Shyamalan had written his script -- a deliberate attempt to reconnect with mass audiences -- a story about crop circles that was really about an ex-minister who rediscovers his faith. (Hmmm.) The producers had booked a huge star at the reported cost of $25 million and overcome the loss of Mark Ruffalo to inner-ear surgery (Phoenix replaced him).

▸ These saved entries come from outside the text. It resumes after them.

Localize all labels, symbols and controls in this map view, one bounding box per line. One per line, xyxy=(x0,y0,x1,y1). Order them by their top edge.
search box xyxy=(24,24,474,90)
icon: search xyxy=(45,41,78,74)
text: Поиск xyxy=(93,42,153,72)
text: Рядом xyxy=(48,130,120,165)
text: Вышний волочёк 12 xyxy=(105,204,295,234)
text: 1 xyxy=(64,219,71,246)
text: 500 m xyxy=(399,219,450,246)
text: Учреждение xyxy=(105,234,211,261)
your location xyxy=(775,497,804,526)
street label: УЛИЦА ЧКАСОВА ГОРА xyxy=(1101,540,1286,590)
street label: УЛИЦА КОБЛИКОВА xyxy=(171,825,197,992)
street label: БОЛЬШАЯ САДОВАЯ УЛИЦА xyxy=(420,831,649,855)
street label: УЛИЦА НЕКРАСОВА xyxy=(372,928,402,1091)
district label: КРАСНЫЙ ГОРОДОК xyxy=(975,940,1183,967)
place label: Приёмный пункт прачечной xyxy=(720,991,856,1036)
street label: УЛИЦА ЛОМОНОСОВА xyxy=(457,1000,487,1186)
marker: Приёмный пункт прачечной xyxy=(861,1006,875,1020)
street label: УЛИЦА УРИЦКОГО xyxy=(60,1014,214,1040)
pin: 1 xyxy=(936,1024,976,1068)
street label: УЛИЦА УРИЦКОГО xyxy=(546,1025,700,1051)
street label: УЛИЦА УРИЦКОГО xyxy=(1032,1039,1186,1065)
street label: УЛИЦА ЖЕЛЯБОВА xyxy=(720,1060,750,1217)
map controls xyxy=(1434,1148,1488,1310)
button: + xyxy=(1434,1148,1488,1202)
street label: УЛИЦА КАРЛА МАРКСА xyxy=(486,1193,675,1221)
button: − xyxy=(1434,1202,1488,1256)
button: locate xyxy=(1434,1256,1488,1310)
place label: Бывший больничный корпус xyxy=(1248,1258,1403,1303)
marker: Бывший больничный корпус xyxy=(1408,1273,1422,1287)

Then they got the call about what was happening in New York. A table reading had been scheduled for the next day, Sept. 12. ''There was talk about not going forward. We were all standing around in shock,'' remembers producer Frank Marshall, who had worked with Shyamalan on ''The Sixth Sense.'' ''We had a vote that day and everyone wanted to start the movie.''
They also didn't have much choice. Shyamalan wouldn't shoot outside of the Philadelphia area, and the cornfields essential to the plot would be the right height for only so long; missing their window would mean waiting another year. So what was he going to do? Roll film. ''[Costar] Cherry [Jones, who lives in New York] came to work the day after that happened and she was like a rabbit in the headlights,'' recalls Gibson. ''That's how we went into that job. Within the atmosphere of world catastrophe, we walked into this 43-day shoot.''
There were scuffles with ILM over the look of the alien, and a minor hiccup when Shyamalan saw ''Panic Room,'' which features a strikingly similar climax. ''[Screenwriter] David Koepp and I always seem to be thinking about the same things.... I was like, F---!'' he says. But most seem to think the movie went remarkably well. So what's with the hangdog act?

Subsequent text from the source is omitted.